A Glimpse

Grandma lived in a house in the middle of Belleville, Ontario. We went to visit on Thanksgiving, around Christmas, Easter, and other weekends here and there. Considering that we saw her far more frequently than we saw my other set of grandparents, my knowledge of her life is pretty vague and muddled.

She was an only child, and from what I understand her parents were very protective of her. She was a well-trained singer in the operatic style, and at a young age (teens?) was offered a chance to either train further or tour – I’m not sure which – but was not given permission by her parents. I think she met my grandfather at a fairly young age as well, but they didn’t marry for years to come. Somewhere in the middle of the courtship she moved to Chicago and I have to guess that she lived there in the 20s – can you imagine the stories she must have had to tell? My grandfather waited for her (or went with them? I’m not certain). It wasn’t until her late 30s, or perhaps she was 40, when she had her first baby, my father. Mimi, my aunt and godmother, followed several years later. When you consider the times, this was pretty incredible.

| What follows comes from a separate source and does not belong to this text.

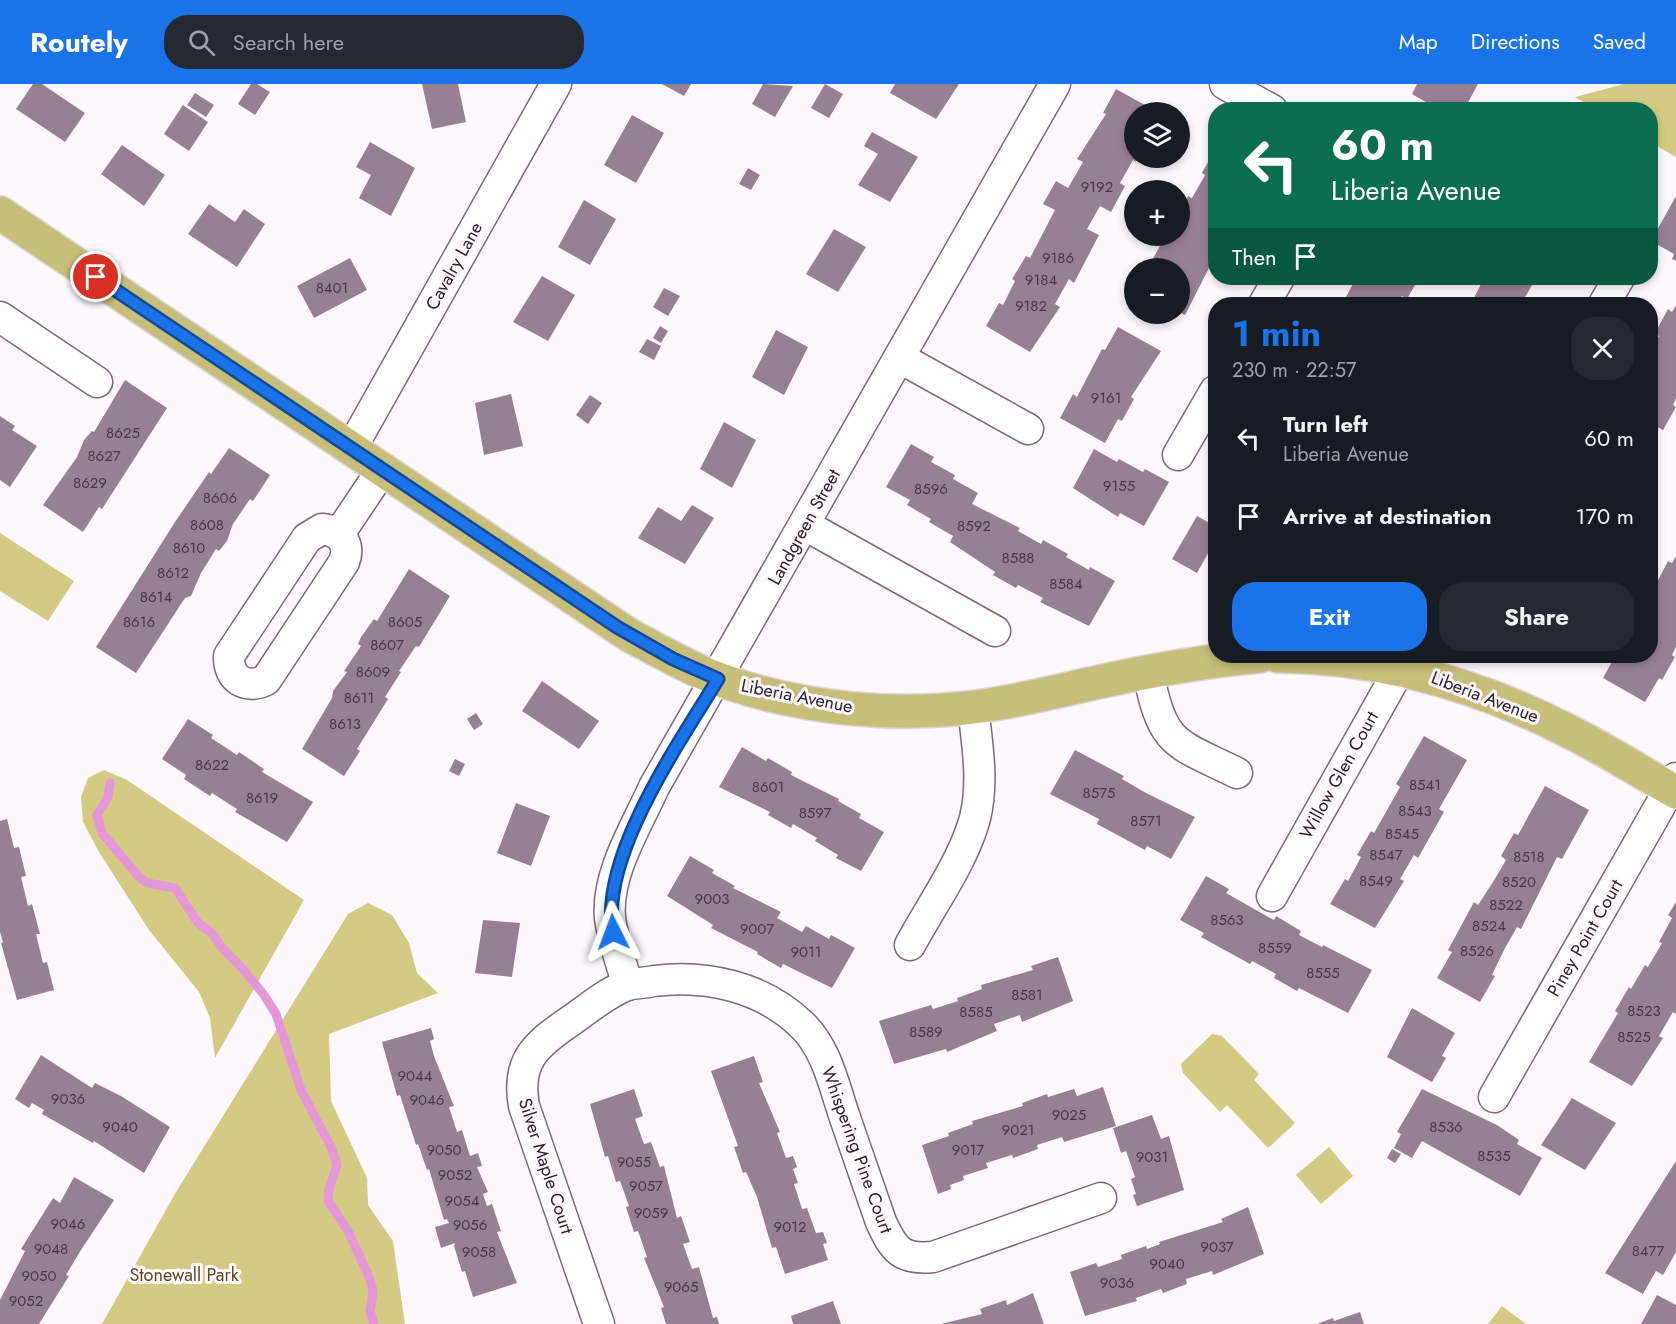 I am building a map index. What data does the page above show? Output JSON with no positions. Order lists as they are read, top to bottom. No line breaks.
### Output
{"streets":{"main road":["Liberia Avenue"],"street":["Cavalry Lane","Landgreen Street","Willow Glen Court","Piney Point Court","Whispering Pine Court","Silver Maple Court"]},"crossings":[["Cavalry Lane","Liberia Avenue"],["Landgreen Street","Liberia Avenue"],["Landgreen Street","Whispering Pine Court"],["Landgreen Street","Silver Maple Court"],["Liberia Avenue","Piney Point Court"],["Whispering Pine Court","Silver Maple Court"]],"parks":["Stonewall Park"],"house_numbers":["9192","9186","9184","8401","9182","9161","8625","8627","8629","9155","8596","8606","8608","8592","8610","8588","8612","8584","8614","8616","8605","8607","8609","8611","8613","8622","8541","8601","8575","8619","8543","8597","8571","8545","8547","8518","8549","8520","9003","8522","8563","8524","9007","8559","8526","9011","8555","8581","8523","8585","8589","8525","9044","9036","9046","9025","9040","8536","9021","9050","9017","8535","9031","9055","9052","9057","9054","9059","9046","9056","9012","9037","9048","8477","9058","9040","9050","9036","9065","9052"],"page":{"header":"Routely","search":"Search here","nav":["Map","Directions","Saved"],"map_buttons":["+","−"],"turn":["60 m","Liberia Avenue"],"then":"Then","heading":["1 min","230 m · 22:57"],"list":[{"name":"Turn left","note":"Liberia Avenue","value":"60 m"},{"name":"Arrive at destination","value":"170 m"}],"buttons":["Exit","Share"]}}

At first I was going to write that my memories of her are one dimensional, and that I wish I had had the chance to get to know her better. That last part is still true, but in rummaging around in my mind for memories, I realize that I do remember a lot.

If I close my eyes and think about it, I can hear her voice. I’m sure that her singing was considerably faded, and her voice was less sure, than it was when she was younger, but I still remember song following her everywhere, flowing around her. A little humming here as she powdered her nose, a few notes of a song as she watered the African violet, with its fuzzy leaves, on a windowsill.  She’d sing as she puttered in the kitchen, interrupting herself to hand me wash-warm glasses to put away in their cabinet in the dining room.

I can hear her laughing, and see the mischievous glint in her eye, as she and Mimi watched a football game. They laughed and chuckled about the players’ little “tushies,” until both were gasping for breath.

I can feel the fluffy powderpuff, as she playfully dabbed my nose after doing her own and penciling in her eyebrows, sitting at the vanity in her bedroom. The final step in her morning preparations was a little spritz of her perfume (was it Shalimar?) – she always said the same thing as she did this, but what it was I cannot recall. There was a warmth, a rhythm, a comfortable predictableness to this routine and I loved to sit and watch.

Grandma’s teddy bear sits on a shelf in my room, quiet and remembered. It wasn’t a childhood one, in fact, she apparently never had anything like one as a young girl. At one point she expressed regret about this, and the next Christmas we gave her a teddy bear. He ‘slept’ at the foot of her bed for years, and she would talk to him every night. I remember how touched she was that Christmas, sitting in our living room, hugging her teddy bear, happy.

I remember her hugs, her smiles, her laughter from soft chuckles all the way up to belly laughs if something was truly funny, her conspiratorial winks as she slipped a special treat for me into the groceries while Mom looked the other way. She always had those little mini-boxes of cereal for us when we visited. I remember feeling ever so special and grown-up when she deemed me old enough to have a bit of “milk-tea” with the adults after supper.  She went every week, I think, to have her hair done – shampoo and set – at the stylists’.  Again, she had a set phrase for this, as she cupped her hair and primped with a practiced flirtatious gesture.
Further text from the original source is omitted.